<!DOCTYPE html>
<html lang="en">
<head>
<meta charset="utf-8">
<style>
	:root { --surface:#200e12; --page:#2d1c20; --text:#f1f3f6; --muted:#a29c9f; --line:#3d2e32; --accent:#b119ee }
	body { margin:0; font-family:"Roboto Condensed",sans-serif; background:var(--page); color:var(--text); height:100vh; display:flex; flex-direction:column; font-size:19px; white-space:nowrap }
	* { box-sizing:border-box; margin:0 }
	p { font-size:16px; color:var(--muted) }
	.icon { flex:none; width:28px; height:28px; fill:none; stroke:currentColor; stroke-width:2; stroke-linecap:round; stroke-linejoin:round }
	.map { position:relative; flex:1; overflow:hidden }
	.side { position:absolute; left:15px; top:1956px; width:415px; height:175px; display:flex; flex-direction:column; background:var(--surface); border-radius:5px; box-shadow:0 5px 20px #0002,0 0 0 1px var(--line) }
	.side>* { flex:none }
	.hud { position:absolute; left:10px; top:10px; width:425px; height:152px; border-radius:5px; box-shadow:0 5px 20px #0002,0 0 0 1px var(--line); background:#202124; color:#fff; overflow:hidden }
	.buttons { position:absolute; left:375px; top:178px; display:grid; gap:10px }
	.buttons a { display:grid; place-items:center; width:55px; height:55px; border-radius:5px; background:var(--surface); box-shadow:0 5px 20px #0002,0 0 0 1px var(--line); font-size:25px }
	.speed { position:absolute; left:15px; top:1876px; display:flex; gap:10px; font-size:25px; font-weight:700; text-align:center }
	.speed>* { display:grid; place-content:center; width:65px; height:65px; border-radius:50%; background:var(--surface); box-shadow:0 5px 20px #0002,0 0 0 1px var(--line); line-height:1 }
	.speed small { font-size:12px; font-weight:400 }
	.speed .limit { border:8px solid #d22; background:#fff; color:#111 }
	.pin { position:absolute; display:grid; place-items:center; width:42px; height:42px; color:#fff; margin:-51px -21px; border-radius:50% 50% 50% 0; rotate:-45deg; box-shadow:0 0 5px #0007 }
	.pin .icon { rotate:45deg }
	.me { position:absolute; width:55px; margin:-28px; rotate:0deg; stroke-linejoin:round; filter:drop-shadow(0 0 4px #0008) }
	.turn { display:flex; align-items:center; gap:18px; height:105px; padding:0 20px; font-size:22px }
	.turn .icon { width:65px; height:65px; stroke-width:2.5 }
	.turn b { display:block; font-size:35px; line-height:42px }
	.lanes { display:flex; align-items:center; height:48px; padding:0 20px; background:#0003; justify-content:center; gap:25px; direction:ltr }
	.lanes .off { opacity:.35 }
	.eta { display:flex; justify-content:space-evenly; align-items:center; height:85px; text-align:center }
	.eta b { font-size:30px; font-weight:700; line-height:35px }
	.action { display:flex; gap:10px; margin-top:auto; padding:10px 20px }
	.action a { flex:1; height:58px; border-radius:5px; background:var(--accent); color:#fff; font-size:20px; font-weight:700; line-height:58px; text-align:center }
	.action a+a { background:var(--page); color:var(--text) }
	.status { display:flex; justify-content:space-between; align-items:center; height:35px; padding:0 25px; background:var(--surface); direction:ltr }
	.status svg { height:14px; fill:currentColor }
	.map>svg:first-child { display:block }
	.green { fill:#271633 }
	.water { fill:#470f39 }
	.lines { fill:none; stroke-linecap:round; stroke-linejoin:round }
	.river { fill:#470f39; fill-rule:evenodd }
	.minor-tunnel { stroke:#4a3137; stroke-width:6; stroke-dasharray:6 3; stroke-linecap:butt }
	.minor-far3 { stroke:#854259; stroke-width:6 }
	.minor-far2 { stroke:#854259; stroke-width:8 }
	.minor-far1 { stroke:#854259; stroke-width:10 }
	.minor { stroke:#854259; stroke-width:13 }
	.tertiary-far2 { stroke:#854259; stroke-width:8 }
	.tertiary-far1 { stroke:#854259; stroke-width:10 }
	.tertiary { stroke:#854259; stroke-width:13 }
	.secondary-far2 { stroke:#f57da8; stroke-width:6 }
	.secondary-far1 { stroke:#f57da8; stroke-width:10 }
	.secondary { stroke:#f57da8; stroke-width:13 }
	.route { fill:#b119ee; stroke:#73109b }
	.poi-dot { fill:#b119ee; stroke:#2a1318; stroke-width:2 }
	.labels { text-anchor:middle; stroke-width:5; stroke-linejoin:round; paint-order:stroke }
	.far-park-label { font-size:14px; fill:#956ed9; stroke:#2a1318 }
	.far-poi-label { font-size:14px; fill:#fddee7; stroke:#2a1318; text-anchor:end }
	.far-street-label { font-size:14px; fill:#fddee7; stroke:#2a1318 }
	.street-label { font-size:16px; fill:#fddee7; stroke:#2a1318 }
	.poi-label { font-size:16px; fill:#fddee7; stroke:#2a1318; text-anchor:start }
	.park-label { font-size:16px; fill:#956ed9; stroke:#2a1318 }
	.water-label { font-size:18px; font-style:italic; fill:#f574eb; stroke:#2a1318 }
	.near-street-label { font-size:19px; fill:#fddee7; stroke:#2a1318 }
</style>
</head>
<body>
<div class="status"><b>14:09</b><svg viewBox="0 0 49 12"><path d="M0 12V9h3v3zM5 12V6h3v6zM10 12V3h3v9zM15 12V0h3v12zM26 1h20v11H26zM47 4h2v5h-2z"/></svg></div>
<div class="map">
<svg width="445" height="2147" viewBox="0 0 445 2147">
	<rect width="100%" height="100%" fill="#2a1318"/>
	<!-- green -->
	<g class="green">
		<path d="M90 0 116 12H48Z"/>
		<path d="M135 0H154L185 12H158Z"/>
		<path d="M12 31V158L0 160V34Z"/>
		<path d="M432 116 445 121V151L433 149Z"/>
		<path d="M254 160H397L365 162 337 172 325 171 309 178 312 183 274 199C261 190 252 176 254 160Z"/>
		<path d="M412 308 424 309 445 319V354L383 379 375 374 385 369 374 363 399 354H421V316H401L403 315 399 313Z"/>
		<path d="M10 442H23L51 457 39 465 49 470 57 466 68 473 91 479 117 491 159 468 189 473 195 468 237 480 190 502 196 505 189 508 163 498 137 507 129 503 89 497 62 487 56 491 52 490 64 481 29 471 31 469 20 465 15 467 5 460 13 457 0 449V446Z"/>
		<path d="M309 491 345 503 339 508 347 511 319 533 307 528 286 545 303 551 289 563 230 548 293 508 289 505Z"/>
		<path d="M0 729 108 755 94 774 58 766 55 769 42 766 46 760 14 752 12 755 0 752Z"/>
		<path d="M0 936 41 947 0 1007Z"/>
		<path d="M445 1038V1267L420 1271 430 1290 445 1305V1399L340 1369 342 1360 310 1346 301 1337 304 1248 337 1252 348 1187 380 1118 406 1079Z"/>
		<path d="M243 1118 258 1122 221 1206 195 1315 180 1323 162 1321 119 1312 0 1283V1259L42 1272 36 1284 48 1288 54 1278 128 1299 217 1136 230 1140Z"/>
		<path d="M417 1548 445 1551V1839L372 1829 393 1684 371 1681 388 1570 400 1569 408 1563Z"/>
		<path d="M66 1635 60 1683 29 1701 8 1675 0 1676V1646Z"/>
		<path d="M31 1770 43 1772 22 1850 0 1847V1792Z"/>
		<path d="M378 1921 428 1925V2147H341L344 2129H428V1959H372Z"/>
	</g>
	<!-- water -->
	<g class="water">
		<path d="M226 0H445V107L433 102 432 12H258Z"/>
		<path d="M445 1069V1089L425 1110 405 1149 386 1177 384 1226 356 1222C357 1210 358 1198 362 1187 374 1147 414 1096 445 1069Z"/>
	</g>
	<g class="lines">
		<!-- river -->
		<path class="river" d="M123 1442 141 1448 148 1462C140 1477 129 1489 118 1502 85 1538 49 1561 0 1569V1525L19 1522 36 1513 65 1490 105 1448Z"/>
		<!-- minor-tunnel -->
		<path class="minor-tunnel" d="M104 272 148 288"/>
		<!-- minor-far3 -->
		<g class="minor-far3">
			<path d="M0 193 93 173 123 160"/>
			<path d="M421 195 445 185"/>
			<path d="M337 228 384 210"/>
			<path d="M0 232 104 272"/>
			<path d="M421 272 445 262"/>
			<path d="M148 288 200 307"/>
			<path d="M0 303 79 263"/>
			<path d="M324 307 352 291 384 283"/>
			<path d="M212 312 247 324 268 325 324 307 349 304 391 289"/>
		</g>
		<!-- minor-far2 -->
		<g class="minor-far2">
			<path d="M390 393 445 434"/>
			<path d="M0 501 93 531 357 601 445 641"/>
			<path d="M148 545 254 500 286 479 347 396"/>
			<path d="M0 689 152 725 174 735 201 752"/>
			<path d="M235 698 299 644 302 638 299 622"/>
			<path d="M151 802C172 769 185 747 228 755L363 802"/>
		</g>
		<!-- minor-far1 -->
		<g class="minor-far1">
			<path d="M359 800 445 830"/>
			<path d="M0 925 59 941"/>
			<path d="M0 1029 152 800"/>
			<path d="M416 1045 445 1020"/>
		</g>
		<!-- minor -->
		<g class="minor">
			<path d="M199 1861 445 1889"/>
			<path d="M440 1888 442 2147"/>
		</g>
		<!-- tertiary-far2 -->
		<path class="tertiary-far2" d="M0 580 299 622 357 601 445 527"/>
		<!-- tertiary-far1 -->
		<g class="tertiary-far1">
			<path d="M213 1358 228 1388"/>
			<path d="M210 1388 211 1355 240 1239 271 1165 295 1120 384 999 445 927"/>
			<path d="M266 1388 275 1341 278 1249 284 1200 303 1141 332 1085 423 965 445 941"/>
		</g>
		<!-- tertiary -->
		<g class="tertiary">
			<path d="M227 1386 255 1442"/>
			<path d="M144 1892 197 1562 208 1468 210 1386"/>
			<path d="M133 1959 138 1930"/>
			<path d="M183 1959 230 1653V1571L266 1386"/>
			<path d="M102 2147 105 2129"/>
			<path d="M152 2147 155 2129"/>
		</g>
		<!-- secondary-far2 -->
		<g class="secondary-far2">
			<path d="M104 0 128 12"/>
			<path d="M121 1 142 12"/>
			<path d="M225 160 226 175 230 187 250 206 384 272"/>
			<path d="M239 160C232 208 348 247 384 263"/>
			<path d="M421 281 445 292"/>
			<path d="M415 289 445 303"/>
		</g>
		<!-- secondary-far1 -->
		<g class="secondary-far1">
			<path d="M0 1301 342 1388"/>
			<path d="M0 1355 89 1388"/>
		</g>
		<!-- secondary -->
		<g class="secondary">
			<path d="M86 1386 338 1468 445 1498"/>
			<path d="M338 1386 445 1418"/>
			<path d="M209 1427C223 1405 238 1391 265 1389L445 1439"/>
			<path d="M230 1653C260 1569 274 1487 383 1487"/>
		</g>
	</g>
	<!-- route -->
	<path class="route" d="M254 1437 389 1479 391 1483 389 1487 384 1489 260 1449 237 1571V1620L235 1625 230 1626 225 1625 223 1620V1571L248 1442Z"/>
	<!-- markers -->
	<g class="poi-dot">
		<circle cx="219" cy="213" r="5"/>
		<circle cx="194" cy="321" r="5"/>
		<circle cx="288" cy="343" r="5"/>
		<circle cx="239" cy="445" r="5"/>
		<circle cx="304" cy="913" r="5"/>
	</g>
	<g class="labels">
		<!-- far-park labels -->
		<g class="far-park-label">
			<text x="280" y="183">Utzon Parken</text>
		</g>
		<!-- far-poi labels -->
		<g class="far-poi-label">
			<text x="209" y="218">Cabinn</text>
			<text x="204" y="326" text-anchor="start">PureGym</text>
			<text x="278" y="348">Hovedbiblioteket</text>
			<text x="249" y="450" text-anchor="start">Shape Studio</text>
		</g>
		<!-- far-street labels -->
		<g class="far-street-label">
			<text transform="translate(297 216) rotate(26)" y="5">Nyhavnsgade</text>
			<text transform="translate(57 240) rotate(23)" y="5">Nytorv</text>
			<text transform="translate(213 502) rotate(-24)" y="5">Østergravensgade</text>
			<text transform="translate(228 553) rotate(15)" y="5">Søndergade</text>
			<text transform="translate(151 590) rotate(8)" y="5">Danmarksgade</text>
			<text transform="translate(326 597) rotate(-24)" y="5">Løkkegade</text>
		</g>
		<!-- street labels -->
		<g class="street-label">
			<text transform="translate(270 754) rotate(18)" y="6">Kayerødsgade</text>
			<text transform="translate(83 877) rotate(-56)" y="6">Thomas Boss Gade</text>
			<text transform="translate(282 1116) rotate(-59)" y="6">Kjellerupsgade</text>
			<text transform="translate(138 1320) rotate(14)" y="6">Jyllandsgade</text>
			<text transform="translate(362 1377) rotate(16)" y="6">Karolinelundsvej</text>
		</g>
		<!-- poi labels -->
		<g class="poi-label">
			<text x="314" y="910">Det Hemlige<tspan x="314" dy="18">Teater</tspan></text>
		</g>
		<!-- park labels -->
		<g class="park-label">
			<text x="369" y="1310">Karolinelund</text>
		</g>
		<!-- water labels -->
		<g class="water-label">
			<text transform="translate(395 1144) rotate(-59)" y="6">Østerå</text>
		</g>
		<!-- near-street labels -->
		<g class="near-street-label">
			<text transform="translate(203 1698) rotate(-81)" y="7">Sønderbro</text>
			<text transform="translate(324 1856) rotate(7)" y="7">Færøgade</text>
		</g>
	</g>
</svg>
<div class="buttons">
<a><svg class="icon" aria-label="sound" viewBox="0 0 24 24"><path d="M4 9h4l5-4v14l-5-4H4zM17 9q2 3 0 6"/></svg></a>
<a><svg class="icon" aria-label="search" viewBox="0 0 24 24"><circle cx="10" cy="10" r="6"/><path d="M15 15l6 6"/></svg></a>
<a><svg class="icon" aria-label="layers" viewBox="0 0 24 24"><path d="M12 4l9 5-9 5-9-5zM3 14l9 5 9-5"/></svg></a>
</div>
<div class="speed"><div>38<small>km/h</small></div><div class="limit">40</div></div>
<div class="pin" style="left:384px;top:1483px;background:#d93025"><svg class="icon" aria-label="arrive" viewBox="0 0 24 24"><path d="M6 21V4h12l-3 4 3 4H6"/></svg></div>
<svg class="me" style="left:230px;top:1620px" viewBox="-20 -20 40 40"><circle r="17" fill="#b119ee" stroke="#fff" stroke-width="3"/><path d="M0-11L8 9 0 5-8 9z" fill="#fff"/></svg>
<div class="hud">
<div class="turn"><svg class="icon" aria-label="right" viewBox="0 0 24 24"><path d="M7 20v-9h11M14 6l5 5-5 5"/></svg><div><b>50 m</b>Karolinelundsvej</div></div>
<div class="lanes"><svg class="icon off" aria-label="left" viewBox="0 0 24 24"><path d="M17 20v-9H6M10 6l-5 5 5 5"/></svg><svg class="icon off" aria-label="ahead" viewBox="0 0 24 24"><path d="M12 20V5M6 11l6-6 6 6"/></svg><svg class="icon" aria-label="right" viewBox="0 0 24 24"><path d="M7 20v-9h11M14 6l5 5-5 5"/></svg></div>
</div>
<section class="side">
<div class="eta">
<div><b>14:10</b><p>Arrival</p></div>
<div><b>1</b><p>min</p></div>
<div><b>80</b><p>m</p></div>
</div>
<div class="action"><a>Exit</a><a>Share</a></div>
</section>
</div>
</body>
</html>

++++++

*DIRECTIONS*: If a line contains the word "lines", count it; give the total for the entries above and nothing else.

*COMPLETED EXERCISE*: 2